▸ **WHAT YOU HAVE TO DO**
From first line to last, write out the data precisely as shown.

▸ **Stored items from a collection**
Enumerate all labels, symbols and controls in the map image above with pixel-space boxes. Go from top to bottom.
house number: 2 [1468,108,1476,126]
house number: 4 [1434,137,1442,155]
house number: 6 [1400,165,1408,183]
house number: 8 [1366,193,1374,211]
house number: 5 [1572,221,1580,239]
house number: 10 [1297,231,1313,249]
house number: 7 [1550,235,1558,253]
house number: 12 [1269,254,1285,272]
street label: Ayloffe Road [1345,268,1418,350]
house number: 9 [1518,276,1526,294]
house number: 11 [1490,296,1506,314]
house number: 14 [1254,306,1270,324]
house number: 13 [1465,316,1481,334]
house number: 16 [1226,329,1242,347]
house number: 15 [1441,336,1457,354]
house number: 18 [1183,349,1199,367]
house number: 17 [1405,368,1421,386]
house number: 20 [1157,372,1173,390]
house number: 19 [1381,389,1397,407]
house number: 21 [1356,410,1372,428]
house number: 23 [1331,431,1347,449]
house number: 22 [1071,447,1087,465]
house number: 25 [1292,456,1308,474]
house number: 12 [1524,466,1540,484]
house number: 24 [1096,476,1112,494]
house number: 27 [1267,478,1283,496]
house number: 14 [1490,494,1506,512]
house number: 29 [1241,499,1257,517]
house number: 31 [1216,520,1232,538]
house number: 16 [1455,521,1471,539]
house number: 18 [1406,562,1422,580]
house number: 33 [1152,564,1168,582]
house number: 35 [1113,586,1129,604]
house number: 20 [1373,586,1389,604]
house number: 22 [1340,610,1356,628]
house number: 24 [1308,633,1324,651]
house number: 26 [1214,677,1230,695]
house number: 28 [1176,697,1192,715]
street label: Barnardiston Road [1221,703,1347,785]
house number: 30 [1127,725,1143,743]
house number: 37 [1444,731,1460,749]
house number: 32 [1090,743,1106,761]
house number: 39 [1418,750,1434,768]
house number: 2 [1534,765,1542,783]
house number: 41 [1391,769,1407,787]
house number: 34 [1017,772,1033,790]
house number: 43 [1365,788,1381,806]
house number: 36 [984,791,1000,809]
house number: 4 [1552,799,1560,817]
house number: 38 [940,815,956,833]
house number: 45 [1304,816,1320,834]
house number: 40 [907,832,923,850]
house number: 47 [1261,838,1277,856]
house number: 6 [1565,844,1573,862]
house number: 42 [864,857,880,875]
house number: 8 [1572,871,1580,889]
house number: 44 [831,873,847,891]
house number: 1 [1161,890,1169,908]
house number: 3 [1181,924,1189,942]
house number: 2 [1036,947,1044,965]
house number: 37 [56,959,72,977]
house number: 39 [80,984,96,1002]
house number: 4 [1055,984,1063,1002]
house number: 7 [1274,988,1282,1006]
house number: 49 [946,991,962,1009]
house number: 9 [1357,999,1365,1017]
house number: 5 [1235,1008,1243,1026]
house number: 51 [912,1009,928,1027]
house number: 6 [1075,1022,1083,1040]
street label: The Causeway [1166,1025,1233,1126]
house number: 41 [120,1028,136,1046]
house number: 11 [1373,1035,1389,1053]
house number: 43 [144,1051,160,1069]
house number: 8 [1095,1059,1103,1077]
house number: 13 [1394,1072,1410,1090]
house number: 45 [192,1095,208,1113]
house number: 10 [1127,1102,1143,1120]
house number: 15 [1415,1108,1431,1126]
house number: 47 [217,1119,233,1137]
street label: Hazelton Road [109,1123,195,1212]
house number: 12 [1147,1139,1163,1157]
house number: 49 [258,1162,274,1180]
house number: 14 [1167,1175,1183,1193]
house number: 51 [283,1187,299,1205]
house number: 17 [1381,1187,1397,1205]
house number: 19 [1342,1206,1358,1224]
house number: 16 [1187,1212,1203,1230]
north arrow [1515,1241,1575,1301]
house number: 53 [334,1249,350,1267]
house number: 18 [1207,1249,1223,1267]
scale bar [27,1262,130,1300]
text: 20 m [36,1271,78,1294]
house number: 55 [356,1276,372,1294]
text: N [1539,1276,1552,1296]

▸ **ANSWER TO THIS EXERCISE**
Enumerate all labels, symbols and controls in the map image above with pixel-space boxes. Go from top to bottom.
house number: 2 [1468,108,1476,126]
house number: 4 [1434,137,1442,155]
house number: 6 [1400,165,1408,183]
house number: 8 [1366,193,1374,211]
house number: 5 [1572,221,1580,239]
house number: 10 [1297,231,1313,249]
house number: 7 [1550,235,1558,253]
house number: 12 [1269,254,1285,272]
street label: Ayloffe Road [1345,268,1418,350]
house number: 9 [1518,276,1526,294]
house number: 11 [1490,296,1506,314]
house number: 14 [1254,306,1270,324]
house number: 13 [1465,316,1481,334]
house number: 16 [1226,329,1242,347]
house number: 15 [1441,336,1457,354]
house number: 18 [1183,349,1199,367]
house number: 17 [1405,368,1421,386]
house number: 20 [1157,372,1173,390]
house number: 19 [1381,389,1397,407]
house number: 21 [1356,410,1372,428]
house number: 23 [1331,431,1347,449]
house number: 22 [1071,447,1087,465]
house number: 25 [1292,456,1308,474]
house number: 12 [1524,466,1540,484]
house number: 24 [1096,476,1112,494]
house number: 27 [1267,478,1283,496]
house number: 14 [1490,494,1506,512]
house number: 29 [1241,499,1257,517]
house number: 31 [1216,520,1232,538]
house number: 16 [1455,521,1471,539]
house number: 18 [1406,562,1422,580]
house number: 33 [1152,564,1168,582]
house number: 35 [1113,586,1129,604]
house number: 20 [1373,586,1389,604]
house number: 22 [1340,610,1356,628]
house number: 24 [1308,633,1324,651]
house number: 26 [1214,677,1230,695]
house number: 28 [1176,697,1192,715]
street label: Barnardiston Road [1221,703,1347,785]
house number: 30 [1127,725,1143,743]
house number: 37 [1444,731,1460,749]
house number: 32 [1090,743,1106,761]
house number: 39 [1418,750,1434,768]
house number: 2 [1534,765,1542,783]
house number: 41 [1391,769,1407,787]
house number: 34 [1017,772,1033,790]
house number: 43 [1365,788,1381,806]
house number: 36 [984,791,1000,809]
house number: 4 [1552,799,1560,817]
house number: 38 [940,815,956,833]
house number: 45 [1304,816,1320,834]
house number: 40 [907,832,923,850]
house number: 47 [1261,838,1277,856]
house number: 6 [1565,844,1573,862]
house number: 42 [864,857,880,875]
house number: 8 [1572,871,1580,889]
house number: 44 [831,873,847,891]
house number: 1 [1161,890,1169,908]
house number: 3 [1181,924,1189,942]
house number: 2 [1036,947,1044,965]
house number: 37 [56,959,72,977]
house number: 39 [80,984,96,1002]
house number: 4 [1055,984,1063,1002]
house number: 7 [1274,988,1282,1006]
house number: 49 [946,991,962,1009]
house number: 9 [1357,999,1365,1017]
house number: 5 [1235,1008,1243,1026]
house number: 51 [912,1009,928,1027]
house number: 6 [1075,1022,1083,1040]
street label: The Causeway [1166,1025,1233,1126]
house number: 41 [120,1028,136,1046]
house number: 11 [1373,1035,1389,1053]
house number: 43 [144,1051,160,1069]
house number: 8 [1095,1059,1103,1077]
house number: 13 [1394,1072,1410,1090]
house number: 45 [192,1095,208,1113]
house number: 10 [1127,1102,1143,1120]
house number: 15 [1415,1108,1431,1126]
house number: 47 [217,1119,233,1137]
street label: Hazelton Road [109,1123,195,1212]
house number: 12 [1147,1139,1163,1157]
house number: 49 [258,1162,274,1180]
house number: 14 [1167,1175,1183,1193]
house number: 51 [283,1187,299,1205]
house number: 17 [1381,1187,1397,1205]
house number: 19 [1342,1206,1358,1224]
house number: 16 [1187,1212,1203,1230]
north arrow [1515,1241,1575,1301]
house number: 53 [334,1249,350,1267]
house number: 18 [1207,1249,1223,1267]
scale bar [27,1262,130,1300]
text: 20 m [36,1271,78,1294]
house number: 55 [356,1276,372,1294]
text: N [1539,1276,1552,1296]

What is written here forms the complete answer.